Exercise:
When you find the line with "height:20px; margin:-10px; padding:0" among the records below, reproduce it and each line after it exactly, ending with the line with "width:22px; height:22px; translate:-50%".

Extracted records

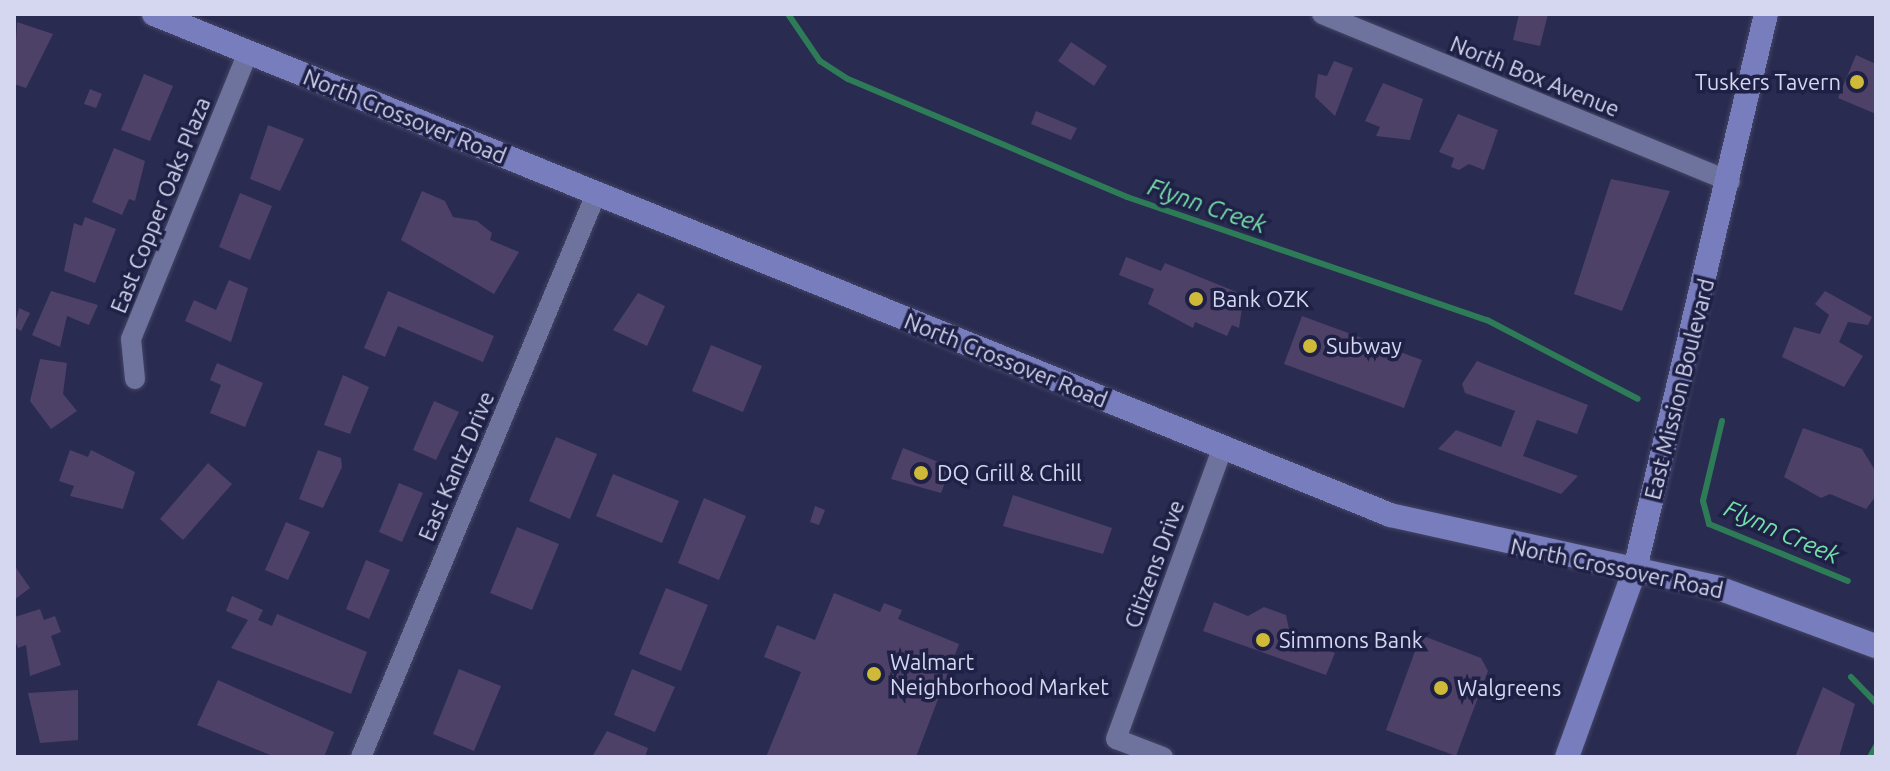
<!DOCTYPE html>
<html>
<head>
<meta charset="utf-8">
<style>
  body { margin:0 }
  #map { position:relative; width:1890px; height:771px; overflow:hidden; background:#292b50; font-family:Ubuntu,sans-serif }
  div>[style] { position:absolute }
  .stream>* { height:6px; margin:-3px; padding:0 3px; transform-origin:3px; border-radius:3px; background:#2d7c57 }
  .building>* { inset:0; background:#4e4168 }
  .roads { filter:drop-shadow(0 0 2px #444565) drop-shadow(0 0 2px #444565) }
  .minor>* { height:20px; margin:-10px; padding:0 10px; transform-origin:10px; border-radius:10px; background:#6e739d }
  .major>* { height:24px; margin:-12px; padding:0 12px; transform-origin:12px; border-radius:12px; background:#787dbd }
  .dots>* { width:22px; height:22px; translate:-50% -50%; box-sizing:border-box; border:4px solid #1f2045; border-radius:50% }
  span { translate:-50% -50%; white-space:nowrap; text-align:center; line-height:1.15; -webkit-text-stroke:7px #1f2045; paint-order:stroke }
  .street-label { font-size:22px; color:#d4d7ef }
  .poi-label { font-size:22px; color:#d4d7ef }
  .right { translate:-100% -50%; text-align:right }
  .left { translate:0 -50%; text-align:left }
  .water-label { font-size:24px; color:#74dfa9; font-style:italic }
  .frame { position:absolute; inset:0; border:16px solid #d4d7ef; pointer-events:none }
</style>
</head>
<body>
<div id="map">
  <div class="stream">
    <i style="left:788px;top:14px;width:57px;rotate:55.8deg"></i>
    <i style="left:820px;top:61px;width:33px;rotate:33deg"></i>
    <i style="left:848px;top:79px;width:303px;rotate:22.9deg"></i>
    <i style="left:1127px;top:197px;width:380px;rotate:18.9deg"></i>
    <i style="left:1487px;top:320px;width:170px;rotate:27.6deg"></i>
    <i style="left:1722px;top:421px;width:82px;rotate:103.4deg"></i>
    <i style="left:1703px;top:501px;width:24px;rotate:75deg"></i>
    <i style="left:1709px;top:524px;width:150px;rotate:22.3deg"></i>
    <i style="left:1851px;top:677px;width:36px;rotate:46deg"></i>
    <i style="left:1870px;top:757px;width:13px;rotate:-61deg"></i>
  </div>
  <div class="building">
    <i style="clip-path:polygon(1519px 14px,1548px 14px,1540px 46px,1513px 40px)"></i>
    <i style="clip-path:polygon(17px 22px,53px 34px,26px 88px,14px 84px)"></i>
    <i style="clip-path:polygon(1071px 42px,1107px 66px,1094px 86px,1058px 61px)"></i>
    <i style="clip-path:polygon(1856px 55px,1876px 64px,1876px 114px,1838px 98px)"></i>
    <i style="clip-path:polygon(1334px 61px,1353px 68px,1335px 116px,1315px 97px,1318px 74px,1327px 76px)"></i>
    <i style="clip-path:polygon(144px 74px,173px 86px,150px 141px,121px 130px)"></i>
    <i style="clip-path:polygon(1383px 83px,1423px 99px,1410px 140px,1376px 136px,1380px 127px,1365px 121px)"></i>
    <i style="clip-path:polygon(90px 89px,102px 94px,96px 108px,84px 104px)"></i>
    <i style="clip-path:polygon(1036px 111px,1077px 128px,1071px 140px,1031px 124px)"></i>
    <i style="clip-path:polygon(1458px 114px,1498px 130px,1484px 170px,1469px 164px,1459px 170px,1451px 167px,1454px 158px,1439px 152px)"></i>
    <i style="clip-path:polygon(268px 125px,304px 139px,280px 191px,250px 179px)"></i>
    <i style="clip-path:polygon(114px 148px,145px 161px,135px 201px,129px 199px,122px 215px,92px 202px)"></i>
    <i style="clip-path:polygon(1611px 179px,1670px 191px,1622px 311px,1574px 294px)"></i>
    <i style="clip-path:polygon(422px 191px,445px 201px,453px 217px,477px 221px,492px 233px,490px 240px,519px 252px,494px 294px,401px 240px)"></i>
    <i style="clip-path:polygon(240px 193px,272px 206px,250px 260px,219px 247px)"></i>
    <i style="clip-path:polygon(85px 217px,116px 229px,95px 283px,64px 271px,74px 223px,82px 226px)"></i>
    <i style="clip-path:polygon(1126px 257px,1161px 271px,1165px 263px,1244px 295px,1239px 328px,1232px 325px,1227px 336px,1195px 322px,1193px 328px,1148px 304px,1154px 289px,1119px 275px)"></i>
    <i style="clip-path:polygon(229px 280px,248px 288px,231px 342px,185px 321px,194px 300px,216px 310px)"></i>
    <i style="clip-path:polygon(51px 291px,98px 305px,89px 325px,67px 316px,60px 347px,32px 335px)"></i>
    <i style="clip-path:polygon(388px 291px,494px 336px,483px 362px,398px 326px,385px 357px,364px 348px)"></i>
    <i style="clip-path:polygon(1825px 291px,1872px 317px,1868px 325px,1848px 322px,1839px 342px,1863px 356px,1844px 387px,1782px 357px,1794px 327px,1820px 334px,1829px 315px,1815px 304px)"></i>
    <i style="clip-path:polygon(638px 293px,665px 306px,647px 346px,613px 330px)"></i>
    <i style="clip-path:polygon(19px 308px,30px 313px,21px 331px,14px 327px)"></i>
    <i style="clip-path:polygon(1302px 316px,1422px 360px,1404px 408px,1284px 364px)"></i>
    <i style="clip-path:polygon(711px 345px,762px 366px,743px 412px,692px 391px)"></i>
    <i style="clip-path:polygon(40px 359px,67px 363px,63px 394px,77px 411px,51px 429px,30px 401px)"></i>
    <i style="clip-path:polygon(1477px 361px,1588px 405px,1577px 434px,1537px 420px,1523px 456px,1578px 476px,1561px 494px,1438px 449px,1456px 430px,1501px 447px,1515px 411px,1465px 393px,1462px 384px)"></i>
    <i style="clip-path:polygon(217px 363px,263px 383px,245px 427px,210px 413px,221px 385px,210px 380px)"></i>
    <i style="clip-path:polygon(343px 375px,369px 387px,350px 434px,324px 425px)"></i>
    <i style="clip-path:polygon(434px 401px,459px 412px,436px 460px,413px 450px)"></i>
    <i style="clip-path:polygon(1803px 428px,1862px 449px,1876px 472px,1876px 496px,1866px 509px,1830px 494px,1821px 498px,1784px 477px)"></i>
    <i style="clip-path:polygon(556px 437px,597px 454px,570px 519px,529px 501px)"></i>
    <i style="clip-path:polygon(903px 448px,951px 467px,941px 493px,891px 479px)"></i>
    <i style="clip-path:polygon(70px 450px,88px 457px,91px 450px,135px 472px,123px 509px,70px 496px,74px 486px,59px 481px)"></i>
    <i style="clip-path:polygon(318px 450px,341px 458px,342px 467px,323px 508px,299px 499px)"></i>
    <i style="clip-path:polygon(208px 463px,232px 484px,183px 540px,160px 519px)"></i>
    <i style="clip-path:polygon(613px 474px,679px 501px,662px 543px,596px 516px)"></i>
    <i style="clip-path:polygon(399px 483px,423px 493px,402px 542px,379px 532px)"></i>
    <i style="clip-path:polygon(1013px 495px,1112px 528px,1103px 554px,1003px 526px)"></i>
    <i style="clip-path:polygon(704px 498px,746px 516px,719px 580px,678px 563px)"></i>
    <i style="clip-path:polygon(815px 506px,825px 510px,819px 525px,810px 522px)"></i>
    <i style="clip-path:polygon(286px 522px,310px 532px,288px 580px,265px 570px)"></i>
    <i style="clip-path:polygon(517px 527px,559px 544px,532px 610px,490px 593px)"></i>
    <i style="clip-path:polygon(366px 560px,390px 570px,369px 619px,346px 609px)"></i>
    <i style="clip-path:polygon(14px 565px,30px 588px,14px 600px)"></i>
    <i style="clip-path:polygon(666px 588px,708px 605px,681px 671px,639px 654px)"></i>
    <i style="clip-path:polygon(834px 593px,880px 612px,884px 603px,902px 610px,898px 619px,959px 644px,916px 757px,766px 757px,801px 672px,764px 657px,777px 625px,815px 640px)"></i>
    <i style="clip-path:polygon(232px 596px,263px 610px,258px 620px,272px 626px,277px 614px,367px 652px,351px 694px,231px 648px,248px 620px,226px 611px)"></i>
    <i style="clip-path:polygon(1214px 602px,1248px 616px,1264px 607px,1286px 615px,1290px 634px,1335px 653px,1326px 675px,1203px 631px)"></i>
    <i style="clip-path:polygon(40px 609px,44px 620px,55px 616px,61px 632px,51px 636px,61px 665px,30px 676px,26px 645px,18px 648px,14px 638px,15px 617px)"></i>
    <i style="clip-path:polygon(1421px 635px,1481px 658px,1488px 671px,1456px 756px,1386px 730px)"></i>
    <i style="clip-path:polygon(459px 669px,501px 686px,474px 751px,433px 734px)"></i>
    <i style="clip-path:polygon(632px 669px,675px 687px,655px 732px,614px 715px)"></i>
    <i style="clip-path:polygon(218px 680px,334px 732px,324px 757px,275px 757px,197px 725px)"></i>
    <i style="clip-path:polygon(1823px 687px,1855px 704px,1839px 757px,1795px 757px)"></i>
    <i style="clip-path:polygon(78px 690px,78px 740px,40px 743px,28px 693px)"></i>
    <i style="clip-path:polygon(607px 731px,648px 748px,645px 757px,592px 757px)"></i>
  </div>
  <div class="roads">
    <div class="minor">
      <i style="left:1322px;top:14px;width:441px;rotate:22.3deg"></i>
      <i style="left:135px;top:379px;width:40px;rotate:-95.7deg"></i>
      <i style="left:131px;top:339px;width:310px;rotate:-67.8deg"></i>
      <i style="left:361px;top:757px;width:610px;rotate:-67.34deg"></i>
      <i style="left:1163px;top:757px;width:50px;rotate:-159deg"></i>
      <i style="left:1116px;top:739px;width:309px;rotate:-69.9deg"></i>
    </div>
    <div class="major">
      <i style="left:154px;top:14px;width:1334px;rotate:22.06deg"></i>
      <i style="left:1390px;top:515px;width:336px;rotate:12.5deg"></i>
      <i style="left:1718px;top:588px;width:168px;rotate:20.2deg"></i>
      <i style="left:1567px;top:757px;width:200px;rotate:-70.1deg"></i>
      <i style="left:1635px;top:569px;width:570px;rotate:-76.72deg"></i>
    </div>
  </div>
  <div class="dots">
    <i style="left:1857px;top:82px;background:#ceb938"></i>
    <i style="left:1196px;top:299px;background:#ceb938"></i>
    <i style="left:1310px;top:346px;background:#ceb938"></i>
    <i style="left:921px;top:473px;background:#ceb938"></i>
    <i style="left:1263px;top:640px;background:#ceb938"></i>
    <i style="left:874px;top:674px;background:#ceb938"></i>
    <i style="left:1441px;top:688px;background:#ceb938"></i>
  </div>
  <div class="street-label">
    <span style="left:1535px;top:76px;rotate:22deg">North Box Avenue</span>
    <span style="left:405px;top:116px;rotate:22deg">North Crossover Road</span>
    <span style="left:160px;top:205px;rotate:-68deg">East Copper Oaks Plaza</span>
    <span style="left:1006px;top:360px;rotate:22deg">North Crossover Road</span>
    <span style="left:1679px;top:389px;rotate:-76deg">East Mission Boulevard</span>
    <span style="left:456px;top:466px;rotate:-67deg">East Kantz Drive</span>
    <span style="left:1154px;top:564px;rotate:-70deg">Citizens Drive</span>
    <span style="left:1617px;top:568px;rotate:12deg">North Crossover Road</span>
  </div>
  <div class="poi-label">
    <span class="right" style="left:1841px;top:82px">Tuskers Tavern</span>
    <span class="left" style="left:1212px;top:299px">Bank OZK</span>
    <span class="left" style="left:1326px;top:346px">Subway</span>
    <span class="left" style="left:937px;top:473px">DQ Grill &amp; Chill</span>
    <span class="left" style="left:1279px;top:640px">Simmons Bank</span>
    <span class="left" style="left:890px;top:674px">Walmart<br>Neighborhood Market</span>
    <span class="left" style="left:1457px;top:688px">Walgreens</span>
  </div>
  <div class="water-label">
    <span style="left:1207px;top:206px;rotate:19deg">Flynn Creek</span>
    <span style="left:1782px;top:532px;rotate:24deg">Flynn Creek</span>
  </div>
  <div class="frame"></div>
</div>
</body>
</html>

Response area:
  .minor>* { height:20px; margin:-10px; padding:0 10px; transform-origin:10px; border-radius:10px; background:#6e739d }
  .major>* { height:24px; margin:-12px; padding:0 12px; transform-origin:12px; border-radius:12px; background:#787dbd }
  .dots>* { width:22px; height:22px; translate:-50% -50%; box-sizing:border-box; border:4px solid #1f2045; border-radius:50% }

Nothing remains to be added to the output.